La tipica comicità di Pozzetto, a volte talmente naif da sconfinare nell'infantile, brilla particolarmente in "Da grande" (Franco Amurri, 1987), commedia-fantasy in cui interpreta un bambino ritrovatosi dopo un incantesimo nei panni di un uomo di 40 anni.

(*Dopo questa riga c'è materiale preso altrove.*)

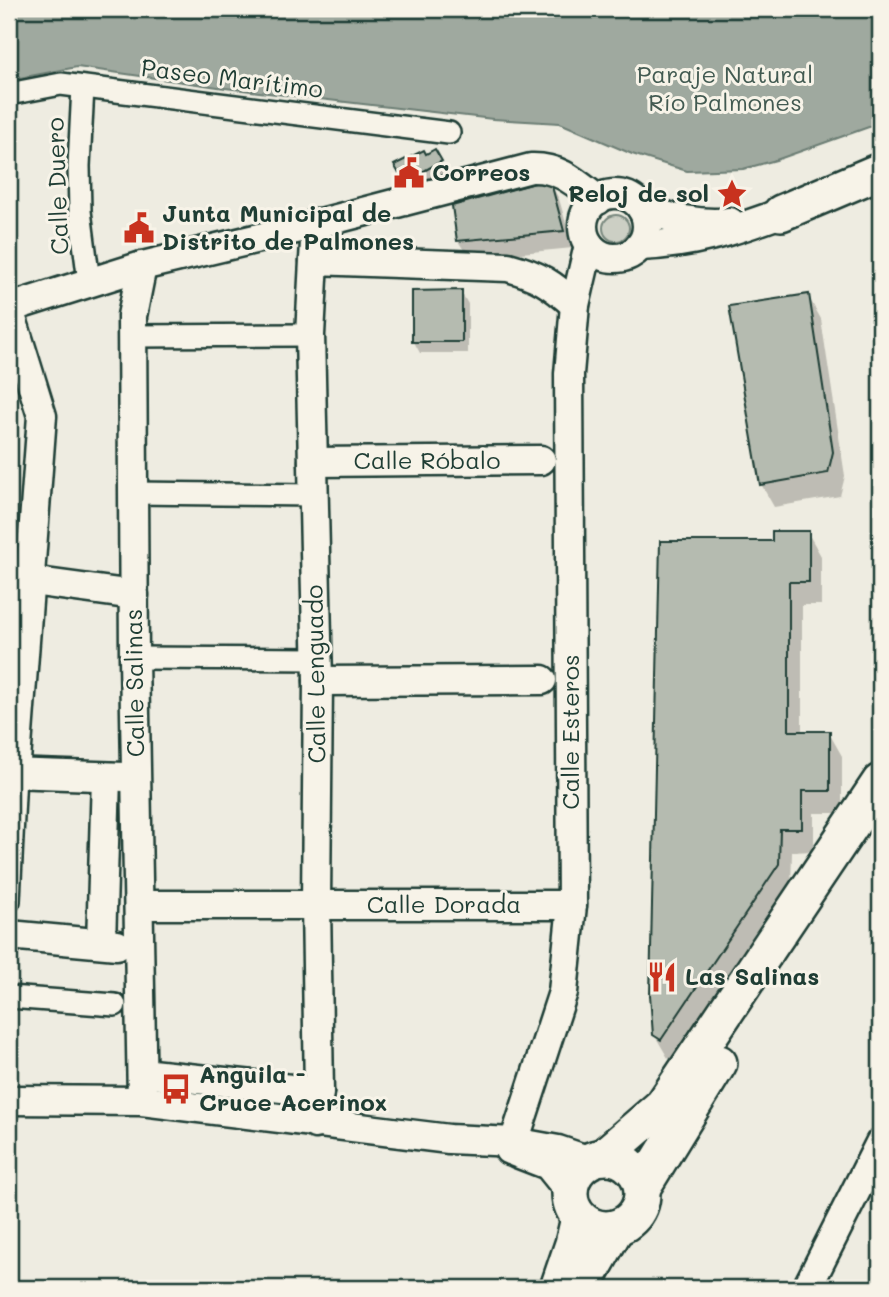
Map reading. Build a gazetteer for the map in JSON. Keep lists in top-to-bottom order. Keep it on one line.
{"streets":{"street":["Paseo Marítimo","Calle Duero","Calle Róbalo","Calle Lenguado","Calle Salinas","Calle Esteros","Calle Dorada"]},"crossings":[["Paseo Marítimo","Calle Duero"],["Calle Róbalo","Calle Lenguado"],["Calle Lenguado","Calle Dorada"],["Calle Salinas","Calle Dorada"],["Calle Esteros","Calle Dorada"]],"parks":["Paraje Natural Río Palmones"],"places":{"public building":["Correos","Junta Municipal de Distrito de Palmones"],"place":["Reloj de sol"],"restaurant":["Las Salinas"],"bus stop":["Anguila - Cruce Acerinox"]}}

All'epoca il regista Amurri era legato sentimentalmente a Susan Sarandon e fu forse per questo motivo che l'idea del film superò l'Oceano Atlantico e divenne, quasi negli stessi mesi, lo spunto di partenza di "Big", la commedia del 1988 che lanciò la carriera di Tom Hanks. "Da grande" è anche l'esordio cinematografico - nel ruolo di una bambina a cui Pozzetto fa da babysitter - di una giovanissima Ilary Blasi.

Grandi magazzini

 

Merita infine una citazione anche la versione più popolare di Pozzetto, fino a sconfinare nel pecoreccio. In "Grandi magazzini" (Castellano e Pipolo, 1986), film comico che raduna praticamente l'intero firmamento della comicità italiana anni Ottanta, troviamo una delle gag più famose della sua intera carriera: ha a che fare con un cane di grossa taglia e la battuta-clou, per quanto un po' di grana grossa e irriferibile per iscritto, è ancora oggi tra le più citate e divertenti.